La bailleresse fait valoir que la mezzanine se trouve mentionnée dans la désignation des lieux loués depuis l’avenant du 19 juin 2009 et figure en tant qu’espace pris à bail dans le constat d’huissier du 12 avril 2013, constitutif d’un état des lieux. Elle ajoute que ce document comporte en annexe un plan des locaux pris à bail intégrant expressément les espaces en mezzanine. Elle fait observer que l’avenant du 16 avril 2013 incorpore expressément les surfaces en mezzanine au titre de la superficie de 2.800 mètres carrés qui y est indiquée. Elle estime en conséquence qu’il avait toujours été dans l’intention des parties d’inclure la superficie de la mezzanine dans celle des locaux loués.

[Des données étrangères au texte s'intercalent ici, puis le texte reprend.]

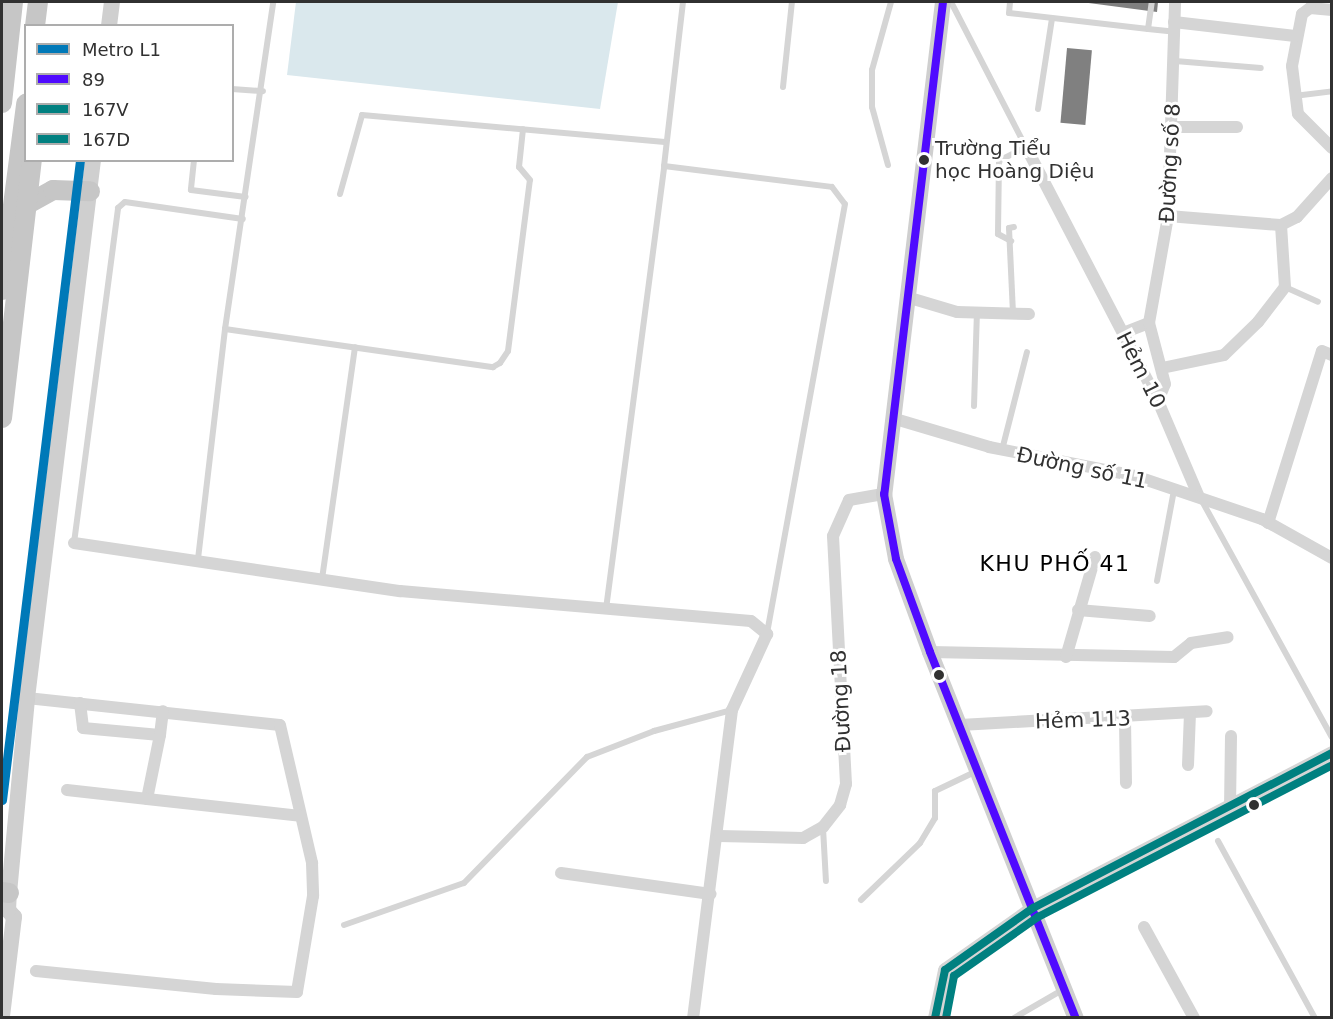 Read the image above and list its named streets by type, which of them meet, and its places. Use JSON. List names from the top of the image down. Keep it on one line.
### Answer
{"streets":{"street":["Đường số 8","Hẻm 10","Đường số 11","Đường 18","Hẻm 113"]},"crossings":[["Hẻm 10","Đường số 11"]],"districts":["KHU PHỐ 41"],"places":["Trường Tiểu học Hoàng Diệu"],"lines":["transit line 89","metro line L1","transit line 167V","transit line 167D"],"legend":["Metro L1","89","167V","167D"]} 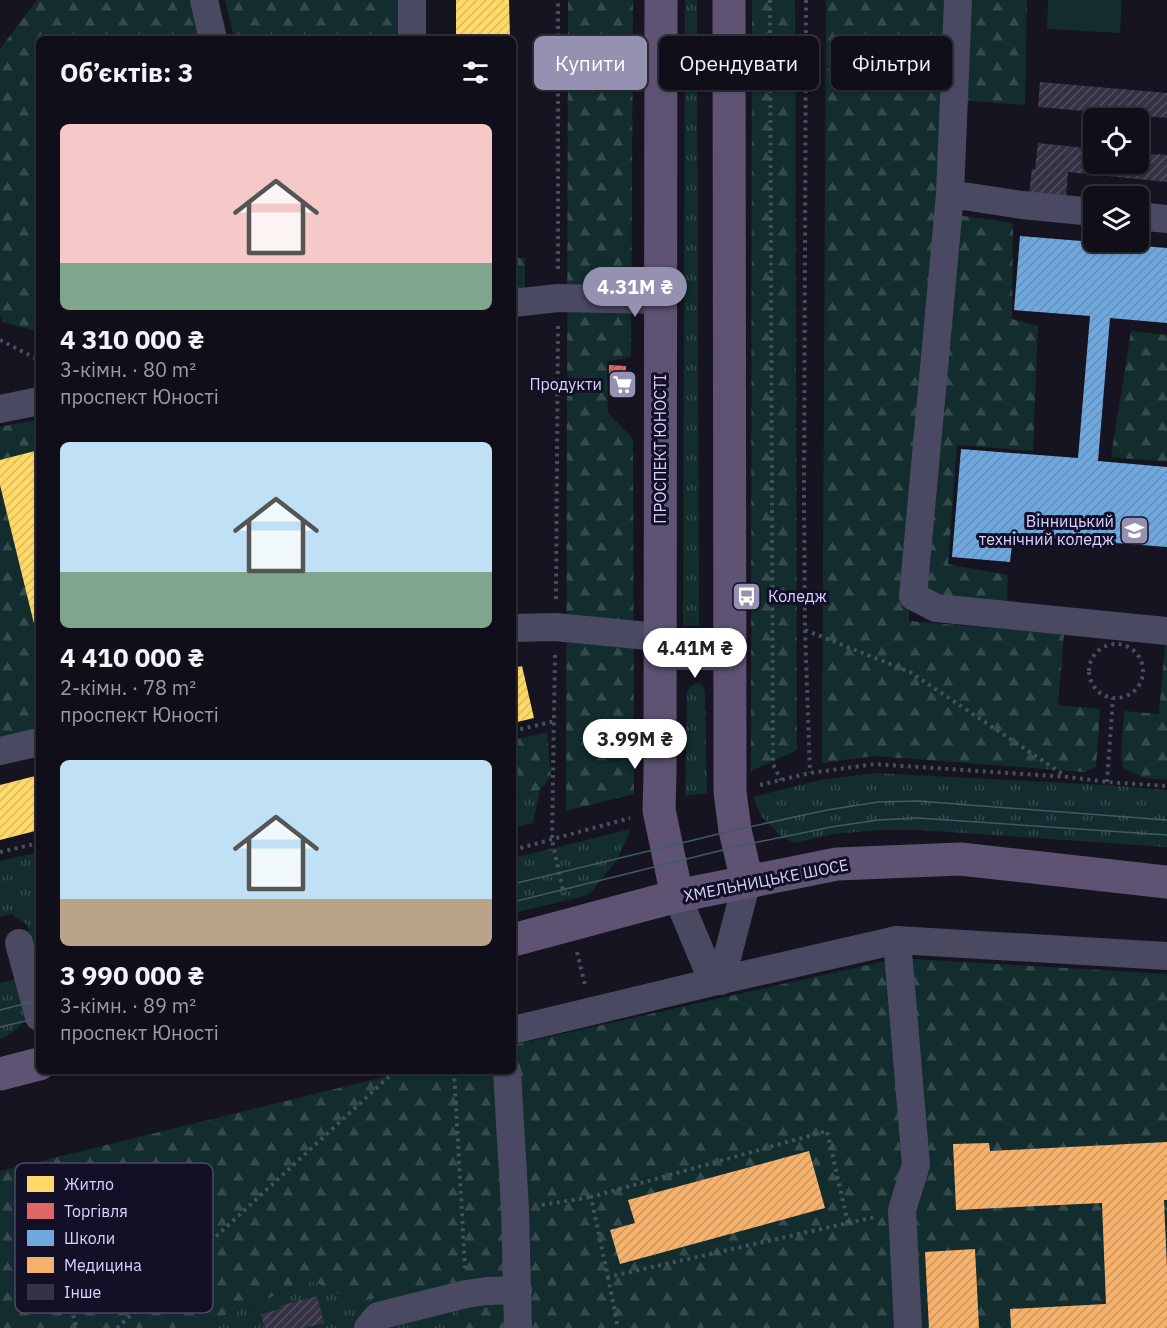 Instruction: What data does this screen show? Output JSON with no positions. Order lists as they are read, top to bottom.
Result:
{
  "streets": {
    "main road": ["ПРОСПЕКТ ЮНОСТІ", "ХМЕЛЬНИЦЬКЕ ШОСЕ"]
  },
  "crossings": [
    ["ПРОСПЕКТ ЮНОСТІ", "ХМЕЛЬНИЦЬКЕ ШОСЕ"]
  ],
  "places": {
    "supermarket": ["Продукти"],
    "school or university": ["Вінницький технічний коледж"],
    "bus stop": ["Коледж"]
  },
  "legend": [
    "Житло",
    "Торгівля",
    "Школи",
    "Медицина",
    "Інше"
  ],
  "page": {
    "chip": ["Купити", "Орендувати", "Фільтри"],
    "heading": "Об’єктів: 3",
    "list": [
      {
        "name": "4 310 000 ₴",
        "note": "3-кімн. · 80 m² · проспект Юності"
      },
      {
        "name": "4 410 000 ₴",
        "note": "2-кімн. · 78 m² · проспект Юності"
      },
      {
        "name": "3 990 000 ₴",
        "note": "3-кімн. · 89 m² · проспект Юності"
      }
    ],
    "price": ["4.31M ₴", "4.41M ₴", "3.99M ₴"]
  }
} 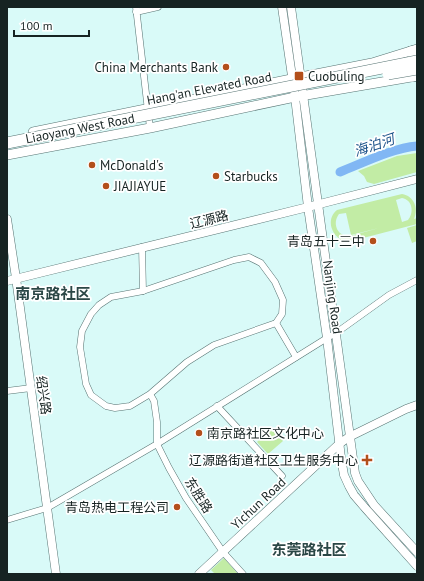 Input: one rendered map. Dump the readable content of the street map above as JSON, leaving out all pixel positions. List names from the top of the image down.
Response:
{
  "streets": {
    "highway": ["Hang'an Elevated Road"],
    "main road": [
      "Liaoyang West Road",
      "辽源路",
      "Nanjing Road",
      "绍兴路",
      "Yichun Road"
    ],
    "street": ["东胜路"]
  },
  "crossings": [
    ["Hang'an Elevated Road", "Liaoyang West Road"],
    ["Liaoyang West Road", "Nanjing Road"],
    ["辽源路", "Nanjing Road"],
    ["辽源路", "绍兴路"],
    ["Nanjing Road", "Yichun Road"],
    ["东胜路", "Yichun Road"]
  ],
  "districts": ["南京路社区", "东莞路社区"],
  "water": ["海泊河"],
  "places": {
    "other": [
      "China Merchants Bank",
      "McDonald's",
      "Starbucks",
      "JIAJIAYUE",
      "青岛五十三中",
      "南京路社区文化中心",
      "青岛热电工程公司"
    ],
    "transit": ["Cuobuling"],
    "health": ["辽源路街道社区卫生服务中心"]
  },
  "scale_bar": "100 m"
} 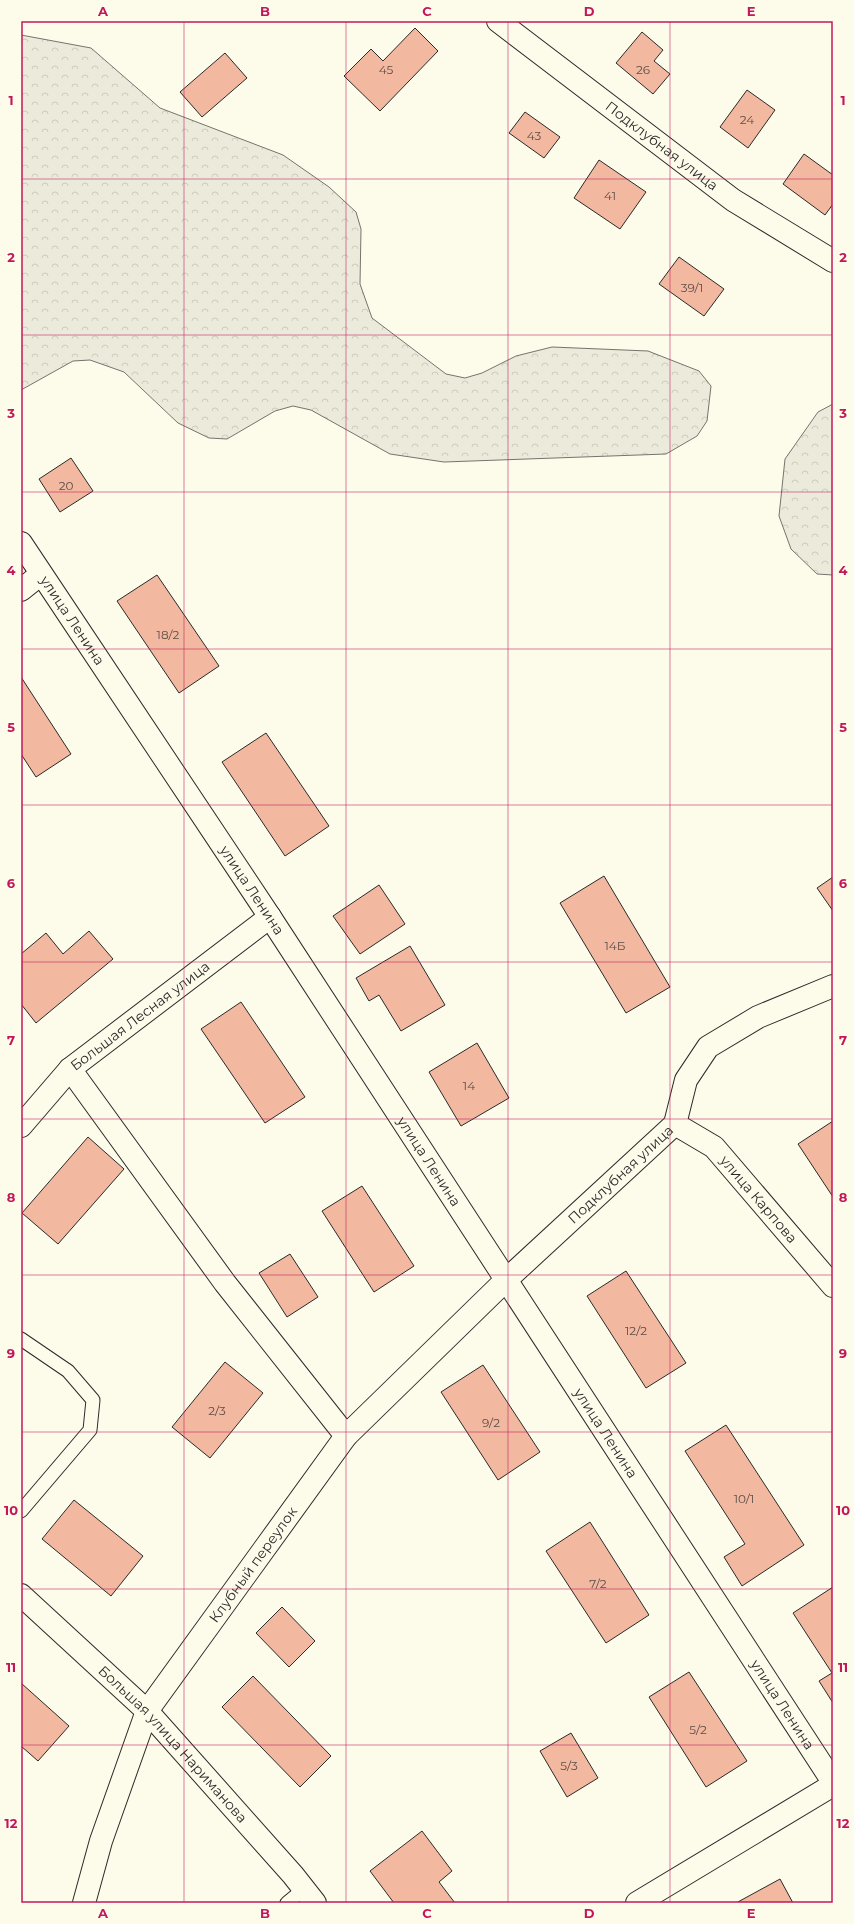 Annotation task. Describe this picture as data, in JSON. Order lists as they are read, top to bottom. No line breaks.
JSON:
{"streets":{"street":["Подклубная улица","улица Ленина","Большая Лесная улица","улица Карпова","Клубный переулок","Большая улица Нариманова"]},"crossings":[["Подклубная улица","улица Ленина"],["Подклубная улица","улица Карпова"],["Подклубная улица","Клубный переулок"],["улица Ленина","Большая Лесная улица"],["улица Ленина","Клубный переулок"],["Клубный переулок","Большая улица Нариманова"]],"house_numbers":["45","26","24","43","41","39/1","20","18/2","14Б","14","12/2","2/3","9/2","10/1","7/2","5/2","5/3"],"grid":{"columns":["A","B","C","D","E"],"rows":["1","2","3","4","5","6","7","8","9","10","11","12"]}}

Elle fait observer que la différence entre la surface annoncée dans l’avenant du 16 avril 2013 et celle mesurée par l’expert judiciaire s’établit à 149 mètres carrés, pouvant s’expliquer par l’application de modes de calculs différents. Elle estime qu’une différence aussi minime ne caractérise pas le manquement du bailleur à son obligation de délivrance, les locaux étant parfaitement conformes à leur destination.

La société Cee Immo affirme en second lieu que la demande en remboursement de loyers est prescrite pour la période antérieure au 07 octobre 2008 et sollicite la réformation du jugement entrepris sur ce point.

Elle soutient en troisième lieu que les parties étaient convenues de fixer un loyer forfaitaire, sans référence à la surface louée, en relevant qu’elles s’étaient abstenues de stipuler les clauses d’usage prévoyant une réduction proportionnelle du loyer dans l’hypothèse d’une différence entre les surfaces mentionnées au bail et les surfaces mises à disposition.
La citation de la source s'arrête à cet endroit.